Exercise objective: Starting at the first entry below, repeat all the data word for word and drop the pictures.

== Data ==

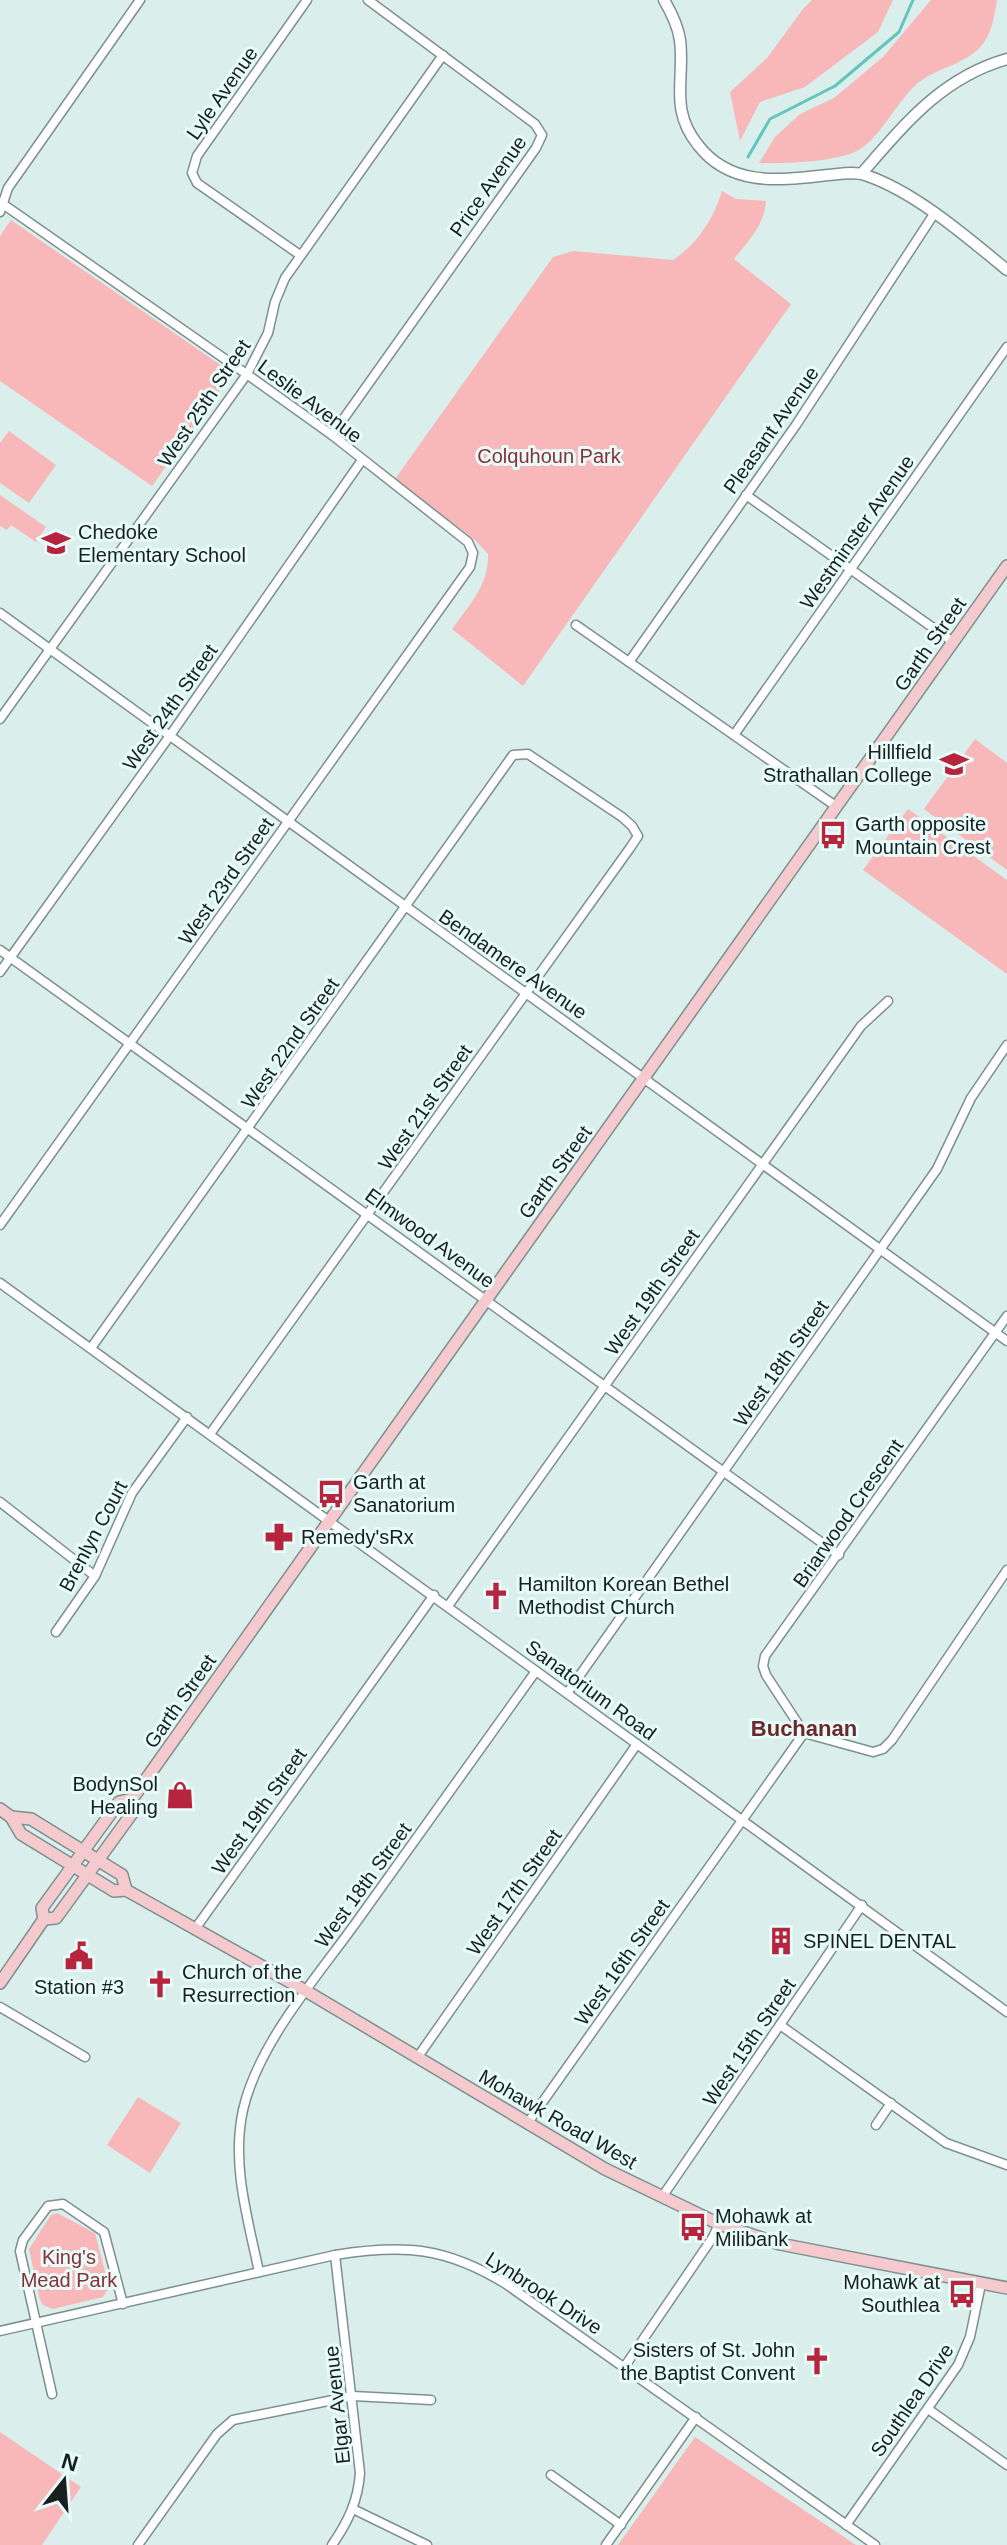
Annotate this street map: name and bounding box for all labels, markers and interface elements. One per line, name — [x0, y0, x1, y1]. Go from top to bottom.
street label: Lyle Avenue — [182, 43, 262, 143]
street label: Price Avenue — [445, 132, 531, 240]
street label: West 25th Street — [153, 335, 255, 471]
street label: Leslie Avenue — [254, 355, 366, 447]
street label: Pleasant Avenue — [719, 362, 823, 498]
park label: Colquhoun Park — [477, 445, 622, 467]
street label: Westminster Avenue — [796, 451, 918, 613]
place label: Chedoke Elementary School — [78, 521, 246, 566]
school or university icon: Chedoke Elementary School — [41, 528, 71, 558]
street label: Garth Street — [890, 593, 971, 695]
street label: West 24th Street — [118, 639, 222, 774]
place label: Hillfield Strathallan College — [763, 741, 932, 786]
school or university icon: Hillfield Strathallan College — [939, 749, 969, 779]
street label: West 23rd Street — [174, 813, 278, 949]
place label: Garth opposite Mountain Crest — [855, 813, 991, 858]
bus stop icon: Garth opposite Mountain Crest — [818, 820, 848, 850]
street label: Bendamere Avenue — [435, 905, 591, 1023]
street label: West 22nd Street — [237, 973, 343, 1112]
street label: West 21st Street — [374, 1040, 477, 1174]
street label: Garth Street — [514, 1121, 596, 1223]
street label: Elmwood Avenue — [361, 1184, 499, 1292]
street label: West 19th Street — [600, 1224, 704, 1359]
street label: West 18th Street — [729, 1295, 833, 1430]
street label: Briarwood Crescent — [789, 1434, 908, 1591]
place label: Garth at Sanatorium — [353, 1471, 455, 1516]
street label: Brenlyn Court — [55, 1476, 132, 1595]
bus stop icon: Garth at Sanatorium — [316, 1479, 346, 1509]
pharmacy icon: Remedy'sRx — [264, 1522, 294, 1552]
place label: Remedy'sRx — [301, 1526, 414, 1548]
place label: Hamilton Korean Bethel Methodist Church — [518, 1573, 729, 1618]
church icon: Hamilton Korean Bethel Methodist Church — [481, 1581, 511, 1611]
street label: Sanatorium Road — [522, 1635, 660, 1745]
street label: Garth Street — [140, 1650, 221, 1752]
district label: Buchanan — [751, 1716, 857, 1741]
street label: West 19th Street — [207, 1743, 311, 1878]
place label: BodynSol Healing — [72, 1773, 158, 1818]
shop icon: BodynSol Healing — [165, 1780, 195, 1810]
street label: West 18th Street — [310, 1818, 416, 1952]
street label: West 17th Street — [462, 1824, 566, 1959]
street label: West 16th Street — [570, 1894, 674, 2029]
building icon: SPINEL DENTAL — [766, 1926, 796, 1956]
place label: SPINEL DENTAL — [803, 1930, 956, 1952]
public building icon: Station #3 — [64, 1941, 94, 1971]
place label: Church of the Resurrection — [182, 1961, 302, 2006]
church icon: Church of the Resurrection — [145, 1969, 175, 1999]
street label: West 15th Street — [698, 1974, 800, 2110]
place label: Station #3 — [34, 1976, 124, 1998]
street label: Mohawk Road West — [475, 2065, 641, 2173]
place label: Mohawk at Milibank — [715, 2205, 812, 2250]
bus stop icon: Mohawk at Milibank — [678, 2212, 708, 2242]
park label: King's Mead Park — [21, 2246, 118, 2291]
street label: Lynbrook Drive — [482, 2247, 606, 2339]
place label: Mohawk at Southlea — [843, 2271, 941, 2316]
bus stop icon: Mohawk at Southlea — [947, 2279, 977, 2309]
place label: Sisters of St. John the Baptist Convent — [620, 2339, 795, 2384]
street label: Southlea Drive — [866, 2339, 958, 2461]
street label: Elgar Avenue — [320, 2345, 354, 2465]
church icon: Sisters of St. John the Baptist Convent — [802, 2346, 832, 2376]
north arrow — [24, 2441, 104, 2521]
text: N — [58, 2448, 81, 2477]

===

Output of the task:
Annotate this street map: name and bounding box for all labels, markers and interface elements. One per line, name — [x0, y0, x1, y1]. Go from top to bottom.
street label: Lyle Avenue — [182, 43, 262, 143]
street label: Price Avenue — [445, 132, 531, 240]
street label: West 25th Street — [153, 335, 255, 471]
street label: Leslie Avenue — [254, 355, 366, 447]
street label: Pleasant Avenue — [719, 362, 823, 498]
park label: Colquhoun Park — [477, 445, 622, 467]
street label: Westminster Avenue — [796, 451, 918, 613]
place label: Chedoke Elementary School — [78, 521, 246, 566]
school or university icon: Chedoke Elementary School — [41, 528, 71, 558]
street label: Garth Street — [890, 593, 971, 695]
street label: West 24th Street — [118, 639, 222, 774]
place label: Hillfield Strathallan College — [763, 741, 932, 786]
school or university icon: Hillfield Strathallan College — [939, 749, 969, 779]
street label: West 23rd Street — [174, 813, 278, 949]
place label: Garth opposite Mountain Crest — [855, 813, 991, 858]
bus stop icon: Garth opposite Mountain Crest — [818, 820, 848, 850]
street label: Bendamere Avenue — [435, 905, 591, 1023]
street label: West 22nd Street — [237, 973, 343, 1112]
street label: West 21st Street — [374, 1040, 477, 1174]
street label: Garth Street — [514, 1121, 596, 1223]
street label: Elmwood Avenue — [361, 1184, 499, 1292]
street label: West 19th Street — [600, 1224, 704, 1359]
street label: West 18th Street — [729, 1295, 833, 1430]
street label: Briarwood Crescent — [789, 1434, 908, 1591]
place label: Garth at Sanatorium — [353, 1471, 455, 1516]
street label: Brenlyn Court — [55, 1476, 132, 1595]
bus stop icon: Garth at Sanatorium — [316, 1479, 346, 1509]
pharmacy icon: Remedy'sRx — [264, 1522, 294, 1552]
place label: Remedy'sRx — [301, 1526, 414, 1548]
place label: Hamilton Korean Bethel Methodist Church — [518, 1573, 729, 1618]
church icon: Hamilton Korean Bethel Methodist Church — [481, 1581, 511, 1611]
street label: Sanatorium Road — [522, 1635, 660, 1745]
street label: Garth Street — [140, 1650, 221, 1752]
district label: Buchanan — [751, 1716, 857, 1741]
street label: West 19th Street — [207, 1743, 311, 1878]
place label: BodynSol Healing — [72, 1773, 158, 1818]
shop icon: BodynSol Healing — [165, 1780, 195, 1810]
street label: West 18th Street — [310, 1818, 416, 1952]
street label: West 17th Street — [462, 1824, 566, 1959]
street label: West 16th Street — [570, 1894, 674, 2029]
building icon: SPINEL DENTAL — [766, 1926, 796, 1956]
place label: SPINEL DENTAL — [803, 1930, 956, 1952]
public building icon: Station #3 — [64, 1941, 94, 1971]
place label: Church of the Resurrection — [182, 1961, 302, 2006]
church icon: Church of the Resurrection — [145, 1969, 175, 1999]
street label: West 15th Street — [698, 1974, 800, 2110]
place label: Station #3 — [34, 1976, 124, 1998]
street label: Mohawk Road West — [475, 2065, 641, 2173]
place label: Mohawk at Milibank — [715, 2205, 812, 2250]
bus stop icon: Mohawk at Milibank — [678, 2212, 708, 2242]
park label: King's Mead Park — [21, 2246, 118, 2291]
street label: Lynbrook Drive — [482, 2247, 606, 2339]
place label: Mohawk at Southlea — [843, 2271, 941, 2316]
bus stop icon: Mohawk at Southlea — [947, 2279, 977, 2309]
place label: Sisters of St. John the Baptist Convent — [620, 2339, 795, 2384]
street label: Southlea Drive — [866, 2339, 958, 2461]
street label: Elgar Avenue — [320, 2345, 354, 2465]
church icon: Sisters of St. John the Baptist Convent — [802, 2346, 832, 2376]
north arrow — [24, 2441, 104, 2521]
text: N — [58, 2448, 81, 2477]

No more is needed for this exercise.